» Exercise
While reading the listing below, count how many lines hold the word "bubble", and answer with the number only.
- - - - - - -
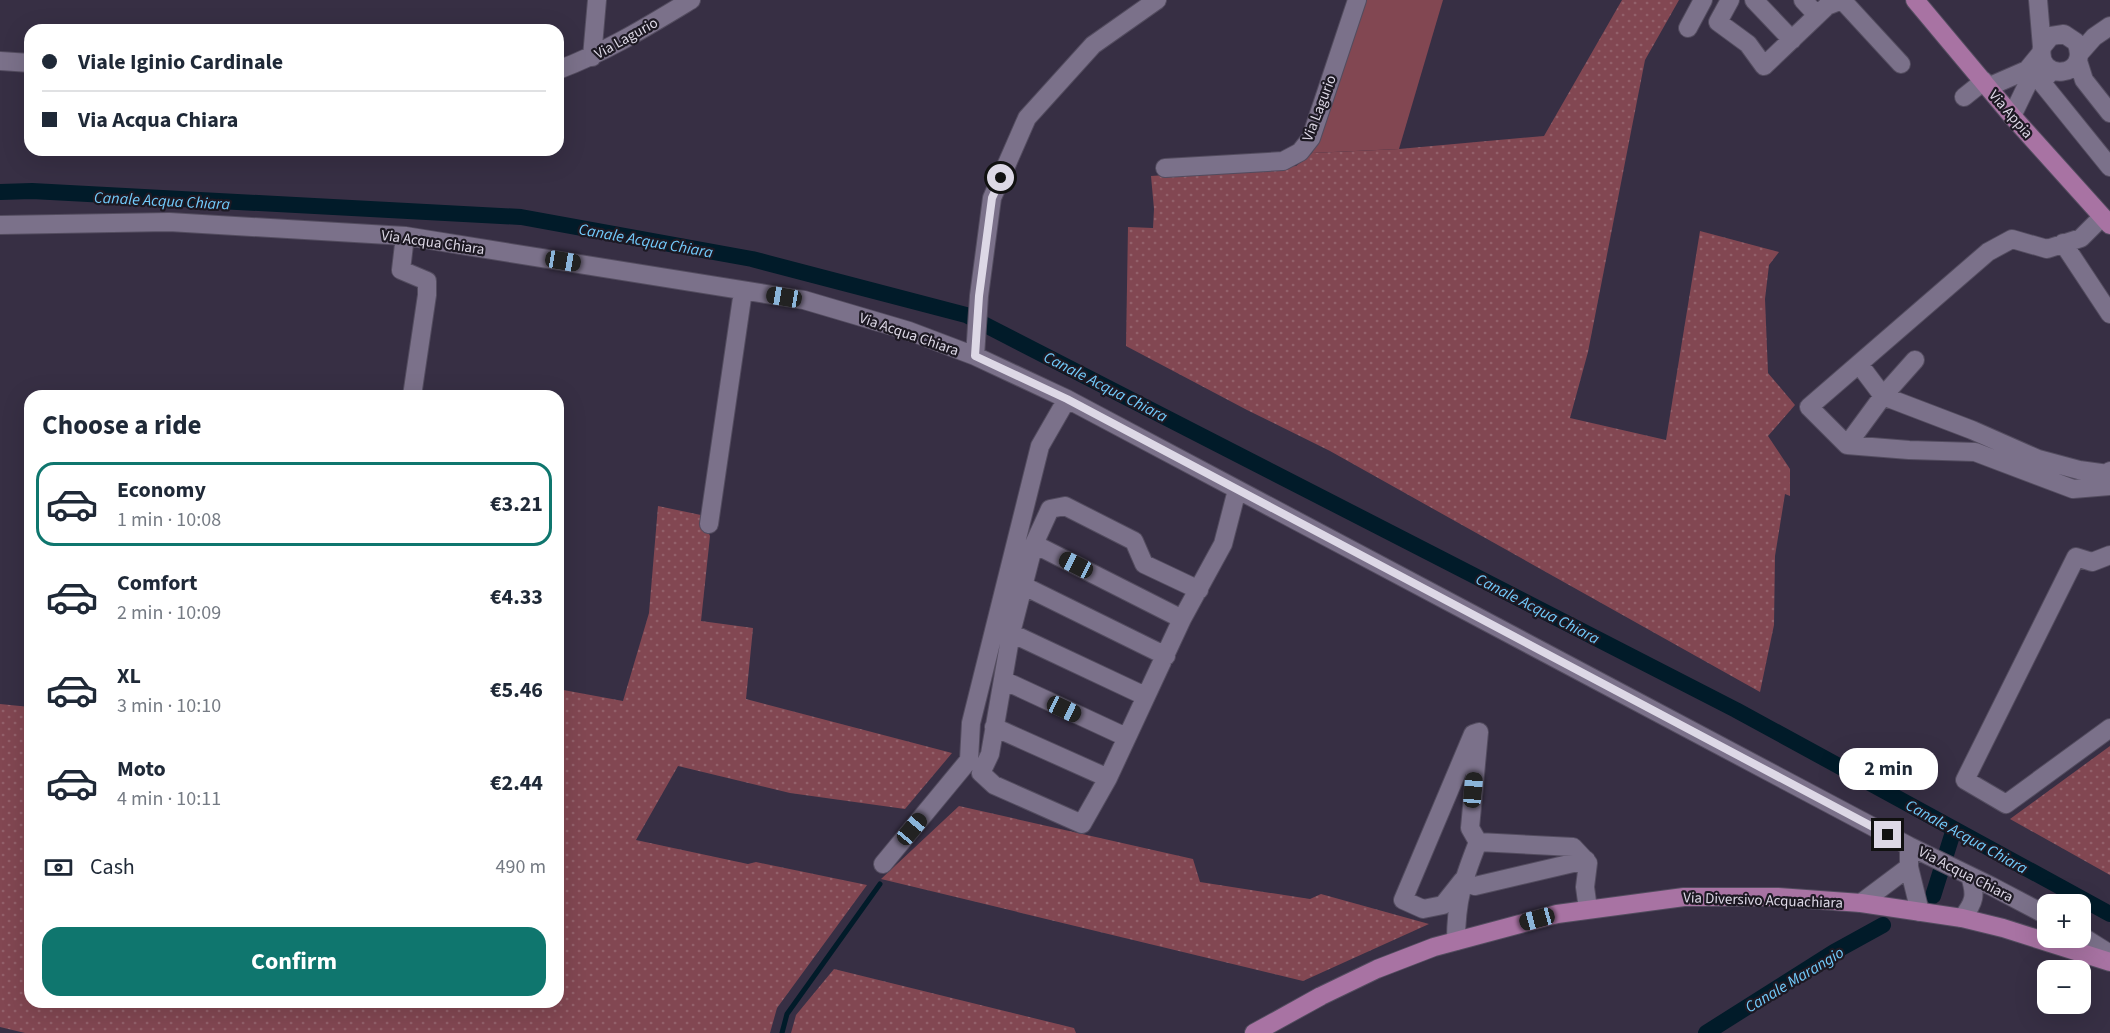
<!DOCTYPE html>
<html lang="en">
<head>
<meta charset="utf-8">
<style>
  body { margin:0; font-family:"Source Sans 3",sans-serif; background:#f2f2f3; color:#1f2937; height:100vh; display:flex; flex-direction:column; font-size:22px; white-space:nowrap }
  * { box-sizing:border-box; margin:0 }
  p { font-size:20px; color:#747a83 }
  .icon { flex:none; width:33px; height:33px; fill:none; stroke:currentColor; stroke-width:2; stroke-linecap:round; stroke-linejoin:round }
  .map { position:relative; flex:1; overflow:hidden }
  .details { position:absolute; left:24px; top:390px; width:540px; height:618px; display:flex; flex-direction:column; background:#fff; border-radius:18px; box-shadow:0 6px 24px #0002 }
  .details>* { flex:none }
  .top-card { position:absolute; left:24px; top:24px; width:540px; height:132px; border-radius:18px; box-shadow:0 6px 24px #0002; display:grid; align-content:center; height:132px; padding:0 18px; background:#fff }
  .tools { position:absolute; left:2037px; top:894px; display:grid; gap:12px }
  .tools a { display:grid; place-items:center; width:54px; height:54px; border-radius:12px; background:#fff; box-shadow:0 6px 24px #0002; font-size:30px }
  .end { position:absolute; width:27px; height:27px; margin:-14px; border:8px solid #ddd8e6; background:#111; box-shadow:0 0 0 3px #111 }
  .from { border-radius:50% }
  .bubble { position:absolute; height:42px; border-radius:18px; background:#fff; box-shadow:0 6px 24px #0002; font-size:20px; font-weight:700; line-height:42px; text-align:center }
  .car { position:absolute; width:18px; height:36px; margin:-18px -9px; border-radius:8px; box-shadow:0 0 4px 2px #0007; background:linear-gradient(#222 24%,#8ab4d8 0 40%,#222 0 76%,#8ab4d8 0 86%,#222 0) }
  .top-card b { display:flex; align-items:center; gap:21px; height:57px; font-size:22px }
  .top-card b+b { border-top:2px solid #e0e1e3 }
  .top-card i { width:15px; height:15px; background:#1f2937 }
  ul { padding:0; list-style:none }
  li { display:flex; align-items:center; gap:18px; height:84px; margin:0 12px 9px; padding:0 6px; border:3px solid transparent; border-radius:18px }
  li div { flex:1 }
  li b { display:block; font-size:22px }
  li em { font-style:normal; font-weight:700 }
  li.current { border-color:#0f766e }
  li>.icon { width:54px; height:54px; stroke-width:1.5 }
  h2 { padding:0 18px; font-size:27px; line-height:72px }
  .pay { display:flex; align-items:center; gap:15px; height:66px; padding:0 18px; font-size:22px }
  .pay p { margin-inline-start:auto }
  .action { display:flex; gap:12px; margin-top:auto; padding:12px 18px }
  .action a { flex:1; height:69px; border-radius:18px; background:#0f766e; color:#fff; font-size:24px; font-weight:700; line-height:69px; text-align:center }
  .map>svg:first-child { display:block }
  .grass { fill:url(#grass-dots) }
  .garden { fill:#824752 }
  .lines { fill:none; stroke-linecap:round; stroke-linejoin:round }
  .stream { stroke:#011b29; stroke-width:5 }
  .canal { stroke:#011b29; stroke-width:16 }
  .minor-casing { stroke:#534c5f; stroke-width:20 }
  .major-casing { stroke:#534c5f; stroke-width:20 }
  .minor { stroke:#7b718a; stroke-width:18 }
  .major { stroke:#a873a3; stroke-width:18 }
  .route { stroke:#ddd8e6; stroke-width:8 }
  .labels { text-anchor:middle; stroke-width:4.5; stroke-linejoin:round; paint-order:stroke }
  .street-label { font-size:15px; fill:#ddd8e6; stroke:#1d1923 }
  .water-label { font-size:16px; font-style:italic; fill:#72cbfc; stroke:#1d1923 }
</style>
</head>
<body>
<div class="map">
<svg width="2110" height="1033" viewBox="0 0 2110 1033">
  <defs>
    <pattern id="grass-dots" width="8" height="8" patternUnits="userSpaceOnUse" patternTransform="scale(1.5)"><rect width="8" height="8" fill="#824752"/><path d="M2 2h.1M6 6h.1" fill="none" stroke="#93616b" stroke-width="1.8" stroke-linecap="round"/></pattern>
  </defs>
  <rect width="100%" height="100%" fill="#372f44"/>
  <path class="grass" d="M1622 0H1679L1645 60 1588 352 1570 418 1666 440 1700 231 1779 252 1769 265 1765 299 1768 373 1795 405 1768 436 1790 469V496L1785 494 1775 556 1774 625 1760 692 1330 451 1247 410 1126 346 1128 227 1153 228 1154 209 1151 176 1296 166 1312 153 1399 149 1544 136Z
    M658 506 701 515 710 536 701 621 753 628 746 699 952 753 905 809 790 793 678 766 636 840 748 864 756 862 867 885 777 1008 770 1033H25L0 1027V704L30 707V1002H558V689L623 701 649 613Z
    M2110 746V875L2010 819Z
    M959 806 1193 859 1200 882 1310 899 1321 894 1429 924 1303 981 881 879Z
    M834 969 1074 1028 1076 1033H791L796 1015Z"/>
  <path class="garden" d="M1363 0H1443L1399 149 1312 153Z"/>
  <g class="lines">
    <path class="stream" d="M782 1033 787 1014 880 884"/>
    <path class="canal" d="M0 192 32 191 521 217 752 259 966 315 1736 710 2110 914
      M1933 896 1954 829
      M1706 1033 1834 952 1883 925"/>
    <defs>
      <path id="minor" d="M1730 0 1718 22 1748 44 1764 66 1827 6 1842 0
        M1754 0 1792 40
        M1803 0 1817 15
        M1842 0 1901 64
        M2038 0 2042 47C2035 83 2092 78 2076 42L2064 34 2051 36 2042 47
        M1688 28 1703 0
        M2079 54 2094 37 2110 26
        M592 57 597 0
        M0 61 30 63
        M2078 61 2084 80 2110 113
        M558 70C606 52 648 26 691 0
        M2038 78 2110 167
        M1988 87 2027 70 2041 53
        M1964 97 1984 81
        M2012 116 2029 81 2048 75
        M1165 168 1283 161 1300 152 1311 138 1357 0
        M2102 217 2081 238 2047 249 2012 239 1988 252 1809 407 1847 445 1909 450 1975 452 2073 489 2110 486
        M0 225 169 222 405 236 804 300 909 331 975 356 1067 399 1909 846 1991 886 2048 916
        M405 236 401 270 427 281V295L412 396
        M2063 243 2110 314
        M975 356 979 296 992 198 1027 118 1093 45 1157 0
        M1859 364 1883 396 1972 430 2038 459 2079 470 2108 474 2110 471
        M1847 445 1883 396 1915 360
        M709 524 743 291
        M1034 544 1182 619
        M2110 555 2092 562 2076 557 1965 780 2006 804 2110 728
        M1024 586 1166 656
        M1199 590 1144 564 1134 541 1065 506 1050 509 1034 544 1011 633 990 754 981 773 994 785 1082 824 1108 778 1182 619 1223 544 1237 490
        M1011 633 1145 696
        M1003 680 1126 737
        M994 727 1108 778
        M1478 842 1470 828 1479 732 1473 734 1403 900 1423 909 1443 905 1462 881 1475 886 1586 860
        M883 864 969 760 971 723 1040 446 1067 399
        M1909 867 1920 912
        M1861 903 1909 867V846
        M1962 918C1975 902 1976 895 1970 876
        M2080 935 2110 954
        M1456 941C1456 900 1463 880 1478 842L1573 847 1588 863 1585 887 1588 909"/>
      <path id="major" d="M1915 0 2012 116 2110 225
        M1254 1033 1321 996 1377 969 1434 947 1557 914 1684 897H1778L1861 903 1962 918 2003 928 2110 962"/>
    </defs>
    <use href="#minor" class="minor-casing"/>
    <use href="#major" class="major-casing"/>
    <use href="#minor" class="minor"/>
    <use href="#major" class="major"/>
  </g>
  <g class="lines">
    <path class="route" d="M1001 178 992 198 979 296 975 356 1067 399 1888 835"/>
  </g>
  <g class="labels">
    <g class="street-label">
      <text transform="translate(626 38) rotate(-29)" y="5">Via Lagurio</text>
      <text transform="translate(1319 108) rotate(-69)" y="5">Via Lagurio</text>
      <text transform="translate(2011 114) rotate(49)" y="5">Via Appia</text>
      <text transform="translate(433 242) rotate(8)" y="5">Via Acqua Chiara</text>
      <text transform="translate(909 334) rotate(19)" y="5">Via Acqua Chiara</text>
      <text transform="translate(1966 874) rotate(27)" y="5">Via Acqua Chiara</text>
      <text transform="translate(1763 900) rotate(2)" y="5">Via Diversivo Acquachiara</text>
    </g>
    <g class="water-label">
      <text transform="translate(162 200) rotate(3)" y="6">Canale Acqua Chiara</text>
      <text transform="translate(646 240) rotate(10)" y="6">Canale Acqua Chiara</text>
      <text transform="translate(1106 386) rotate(27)" y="6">Canale Acqua Chiara</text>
      <text transform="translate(1538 608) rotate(27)" y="6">Canale Acqua Chiara</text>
      <text transform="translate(1967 836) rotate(29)" y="6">Canale Acqua Chiara</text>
      <text transform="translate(1794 979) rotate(-31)" y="6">Canale Marangio</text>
    </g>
  </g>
</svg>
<div class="tools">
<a>+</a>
<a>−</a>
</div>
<i class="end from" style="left:1001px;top:178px"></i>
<i class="end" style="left:1888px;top:835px"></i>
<div class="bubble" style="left:1839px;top:748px;width:99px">2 min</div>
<i class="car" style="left:563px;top:261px;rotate:99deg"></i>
<i class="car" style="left:784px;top:297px;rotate:279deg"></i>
<i class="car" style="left:1076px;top:565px;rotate:297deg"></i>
<i class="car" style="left:1064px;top:709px;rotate:115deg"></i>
<i class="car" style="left:1473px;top:790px;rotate:5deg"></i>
<i class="car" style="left:912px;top:829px;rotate:40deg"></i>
<i class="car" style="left:1537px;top:919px;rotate:255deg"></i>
<div class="top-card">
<b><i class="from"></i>Viale Iginio Cardinale</b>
<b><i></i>Via Acqua Chiara</b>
</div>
<section class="details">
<h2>Choose a ride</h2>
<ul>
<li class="current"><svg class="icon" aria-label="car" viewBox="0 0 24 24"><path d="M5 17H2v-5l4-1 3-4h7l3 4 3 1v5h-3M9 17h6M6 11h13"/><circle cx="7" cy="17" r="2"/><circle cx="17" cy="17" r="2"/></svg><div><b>Economy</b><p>1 min · 10:08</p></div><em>€3.21</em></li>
<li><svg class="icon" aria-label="car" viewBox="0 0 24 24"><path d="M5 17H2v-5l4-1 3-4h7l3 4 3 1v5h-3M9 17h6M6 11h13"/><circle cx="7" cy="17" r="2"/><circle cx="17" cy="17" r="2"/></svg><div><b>Comfort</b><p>2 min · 10:09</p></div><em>€4.33</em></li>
<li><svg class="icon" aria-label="car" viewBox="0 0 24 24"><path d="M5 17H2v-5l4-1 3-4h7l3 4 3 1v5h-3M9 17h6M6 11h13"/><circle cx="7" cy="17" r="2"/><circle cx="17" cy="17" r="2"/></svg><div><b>XL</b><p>3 min · 10:10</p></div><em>€5.46</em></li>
<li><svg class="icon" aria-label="car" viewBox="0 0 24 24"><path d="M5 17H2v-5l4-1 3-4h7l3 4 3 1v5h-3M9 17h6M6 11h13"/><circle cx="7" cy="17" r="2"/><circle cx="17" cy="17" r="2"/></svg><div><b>Moto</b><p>4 min · 10:11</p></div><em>€2.44</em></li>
</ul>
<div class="pay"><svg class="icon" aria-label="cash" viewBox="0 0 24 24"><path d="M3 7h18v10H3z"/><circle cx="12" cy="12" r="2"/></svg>Cash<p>490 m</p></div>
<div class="action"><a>Confirm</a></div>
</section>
</div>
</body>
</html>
- - - - - - -
» Result
2